Items from a data source:

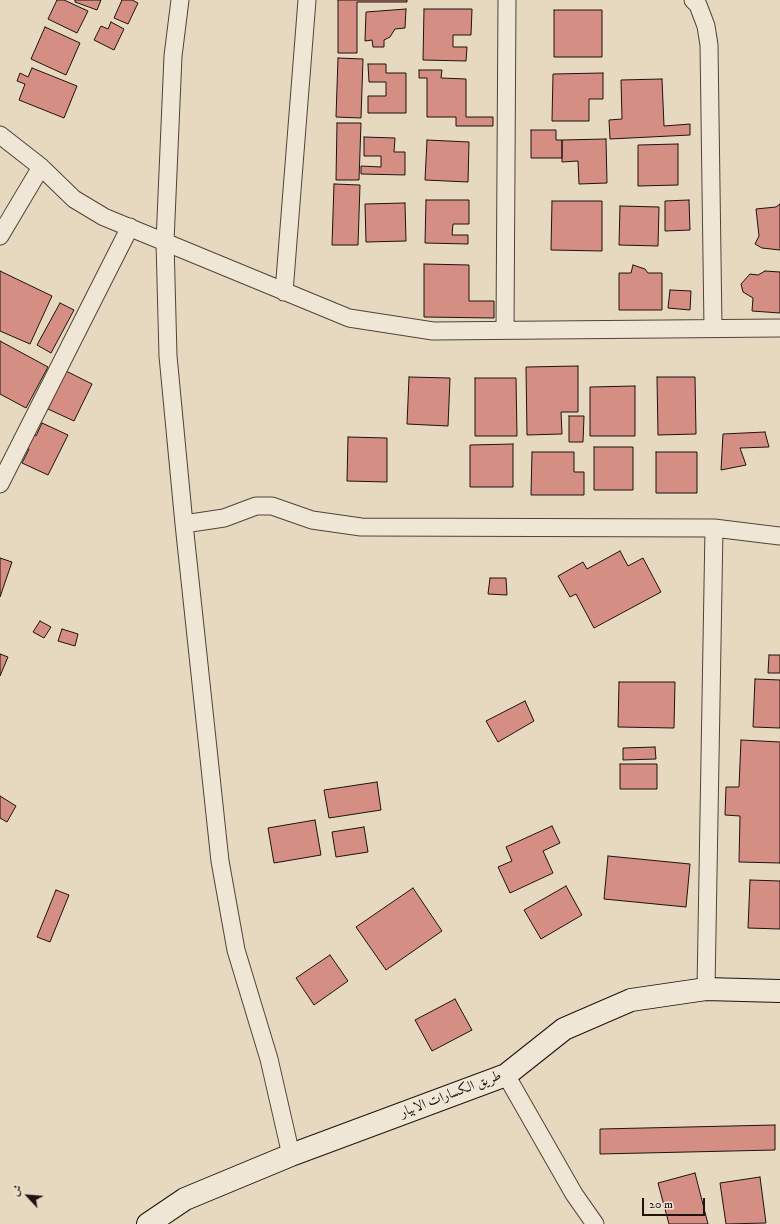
<!DOCTYPE html>
<meta charset="utf-8">
<style>
body{margin:0}
#map{position:relative;width:780px;height:1224px;overflow:hidden;background:#e6d9bf;font-family:"IM FELL DW Pica",Amiri,serif}
canvas{display:block}
.north{position:absolute;left:8px;top:1176px;width:40px;height:40px;-webkit-text-stroke:3px #efe6d5;paint-order:stroke;rotate:296deg;font-size:11px;font-weight:700;line-height:16px;text-align:center;color:#1e130f}
.north::after{content:'';display:block;margin:auto;width:14px;height:18px;background:#1e130f;clip-path:polygon(50% 0,100% 100%,50% 72%,0 100%)}
.scale{position:absolute;left:642px;top:1198px;width:63px;height:18px;box-sizing:border-box;border:2px solid #1e130f;border-top:0;padding-left:5px;font-size:12px;line-height:14px;white-space:nowrap;color:#1e130f;-webkit-text-stroke:3px #efe6d5;paint-order:stroke}
</style>
<div id="map">
<canvas width="780" height="1224"></canvas>
<div class="north">ش</div>
<div class="scale">20 m</div>
</div>
<script>
const c = document.querySelector('canvas').getContext('2d');
c.lineJoin = 'round';
function fill(path, color) {
  c.fillStyle = color;
  c.fill(path, 'evenodd');
}
function poly(rows) {
  const path = new Path2D();
  for (const r of rows) {
    path.moveTo(r[0], r[1]);
    for (let i = 2; i < r.length; i += 2) path.lineTo(r[i], r[i + 1]);
  }
  return path;
}
function trace(path, color, width, dash) {
  c.strokeStyle = color;
  c.lineWidth = width;
  c.lineCap = dash ? 'butt' : 'round';
  c.setLineDash(dash || []);
  c.stroke(path);
}
function label(font, color, halo, rows, align = 'center') {
  c.font = font + ' "IM FELL DW Pica",Amiri,serif';
  c.lineWidth = 3;
  c.setLineDash([]);
  c.textBaseline = 'middle';
  c.strokeStyle = halo;
  c.fillStyle = color;
  for (const [text, x, y, turn = 0] of rows) {
    c.save();
    c.translate(x, y);
    c.rotate((+turn || 0) * Math.PI / 180);
    c.textAlign = isNaN(turn) ? turn : align;
    if (halo) c.strokeText(text, 0, 0);
    c.fillText(text, 0, 0);
    c.restore();
  }
}
const building = poly([
 [57,0,64,0,88,11,77,33,48,19,57,0],
 [75,0,101,0,97,10,75,2,75,0],
 [122,0,132,0,138,3,128,24,114,18,122,0],
 [338,0,407,0,407,2,357,2,357,53,338,53,338,0],
 [406,9,405,28,395,29,390,37,384,40,384,47,373,47,372,40,365,41,366,12,406,9],
 [424,9,472,9,471,35,453,35,453,47,467,47,466,61,423,60,424,9],
 [554,10,602,10,602,57,554,57,554,10],
 [111,22,124,29,114,50,94,40,101,26,108,29,111,22],
 [45,27,80,43,66,75,31,59,45,27],
 [338,58,363,59,361,118,336,117,338,58],
 [368,64,386,64,386,73,406,73,406,113,368,113,368,96,386,96,386,82,369,82,368,64],
 [32,68,77,86,64,118,19,100,25,84,17,81,20,73,28,77,32,68],
 [419,70,442,70,441,78,466,79,466,117,493,117,493,126,456,126,456,117,427,117,427,78,419,78,419,70],
 [603,73,603,99,589,99,589,121,552,121,553,74,603,73],
 [662,79,664,126,690,124,690,135,610,139,609,120,622,119,621,80,662,79],
 [337,123,361,123,359,180,336,180,337,123],
 [531,130,556,130,556,140,562,140,562,158,531,158,531,130],
 [364,137,395,138,394,152,405,152,405,175,361,174,361,166,381,167,381,156,364,156,364,137],
 [606,139,607,183,579,184,578,161,562,162,562,140,606,139],
 [427,140,469,142,468,182,425,180,427,140],
 [678,144,678,185,638,186,638,145,678,144],
 [334,184,360,185,358,245,332,245,334,184],
 [426,200,469,200,469,224,453,224,452,235,468,235,468,244,425,243,426,200],
 [689,200,690,230,665,231,665,201,689,200],
 [552,201,602,201,602,251,551,250,552,201],
 [405,203,406,241,366,242,365,204,405,203],
 [780,204,780,250,762,248,755,244,759,236,756,209,776,207,780,204],
 [620,206,659,207,658,246,619,245,620,206],
 [424,264,469,265,469,301,494,301,494,318,424,317,424,264],
 [633,265,645,269,648,273,662,273,662,310,619,310,619,273,631,273,633,265],
 [0,271,52,296,30,344,0,331,0,271],
 [765,271,780,272,780,313,752,311,753,298,743,292,741,284,750,274,758,275,765,271],
 [670,290,691,291,690,310,668,308,670,290],
 [60,303,74,310,51,353,37,345,60,303],
 [0,341,48,367,26,408,0,394,0,341],
 [578,366,578,412,561,412,562,434,527,435,526,367,578,366],
 [64,370,92,384,74,421,48,409,59,385,64,370],
 [409,377,450,378,448,426,407,424,409,377],
 [657,377,695,377,696,434,658,435,657,377],
 [475,378,516,378,517,436,475,436,475,378],
 [635,386,635,436,590,436,590,387,635,386],
 [569,416,584,416,583,442,569,442,569,416],
 [42,423,68,435,48,475,22,463,29,449,26,448,33,434,36,436,42,423],
 [765,432,769,447,740,448,746,465,721,470,723,434,765,432],
 [348,437,387,438,387,482,347,481,348,437],
 [513,444,513,487,470,487,470,445,513,444],
 [594,447,633,447,633,490,594,490,594,447],
 [532,452,574,452,574,472,584,472,584,495,531,495,532,452],
 [656,452,697,452,697,493,656,493,656,452],
 [620,551,628,566,643,558,661,592,594,628,576,594,570,597,558,576,583,562,587,569,620,551],
 [0,558,12,562,0,597,0,558],
 [490,578,506,578,507,595,488,594,490,578],
 [40,621,51,627,44,638,33,632,40,621],
 [62,629,78,634,75,646,58,641,62,629],
 [0,654,8,657,0,676,0,654],
 [769,655,780,655,780,673,768,673,769,655],
 [755,679,780,680,780,728,753,727,755,679],
 [619,682,675,682,674,728,618,727,619,682],
 [525,701,534,721,498,742,486,721,525,701],
 [741,740,780,742,780,863,739,862,740,816,725,815,726,787,739,787,741,740],
 [655,747,656,759,623,760,623,748,655,747],
 [620,764,657,764,657,789,620,789,620,764],
 [377,782,381,810,329,818,324,790,377,782],
 [0,796,16,806,7,822,0,818,0,796],
 [315,820,321,855,274,863,268,828,315,820],
 [552,826,560,843,543,851,553,873,510,893,498,867,512,861,506,847,552,826],
 [364,827,368,852,336,857,332,832,364,827],
 [608,856,690,864,686,907,604,899,608,856],
 [750,880,780,881,780,929,748,928,750,880],
 [566,886,582,915,541,939,524,910,566,886],
 [413,888,442,931,386,970,356,927,413,888],
 [56,890,69,895,50,942,37,937,56,890],
 [330,955,348,981,314,1005,296,978,330,955],
 [455,999,472,1030,432,1051,415,1020,455,999],
 [775,1125,775,1150,600,1154,600,1129,775,1125],
 [695,1173,708,1224,669,1224,658,1183,695,1173],
 [760,1177,766,1223,726,1224,720,1183,760,1177]
]);
fill(building, '#d48e83');
trace(building, '#1e130f', 1);
const street = poly([
 [180,0,173,56,165,242,168,356,184,524,220,861,236,950,269,1059,291,1155],
 [693,0,698,5,706,26,709,45,713,328],
 [0,135,41,167,74,199,104,217,349,318,433,331,780,328],
 [0,236,41,167],
 [284,292,307,0],
 [505,330,507,0],
 [0,484,130,227],
 [184,524,224,518,256,506,272,506,312,520,361,527,714,528,706,989],
 [714,528,780,536],
 [506,1075,574,1194,595,1224]
]);
const secondary = poly([
 [148,1224,185,1199,291,1155,506,1075,564,1029,631,1000,706,989,780,991]
]);
trace(street, '#50443b', 19);
trace(secondary, '#1e130f', 24);
trace(street, '#efe6d5', 17);
trace(secondary, '#efe6d5', 22);
label('14px', '#1e130f', '#efe6d5', [
 ["طريق الكسارات الابيار",451,1095,-21]
]);
</script>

THE PROBLEM:
Find every line of the data that includes the string "order". Copy each of those lines.

REPLY TO THE TASK:
.north{position:absolute;left:8px;top:1176px;width:40px;height:40px;-webkit-text-stroke:3px #efe6d5;paint-order:stroke;rotate:296deg;font-size:11px;font-weight:700;line-height:16px;text-align:center;color:#1e130f}
.scale{position:absolute;left:642px;top:1198px;width:63px;height:18px;box-sizing:border-box;border:2px solid #1e130f;border-top:0;padding-left:5px;font-size:12px;line-height:14px;white-space:nowrap;color:#1e130f;-webkit-text-stroke:3px #efe6d5;paint-order:stroke}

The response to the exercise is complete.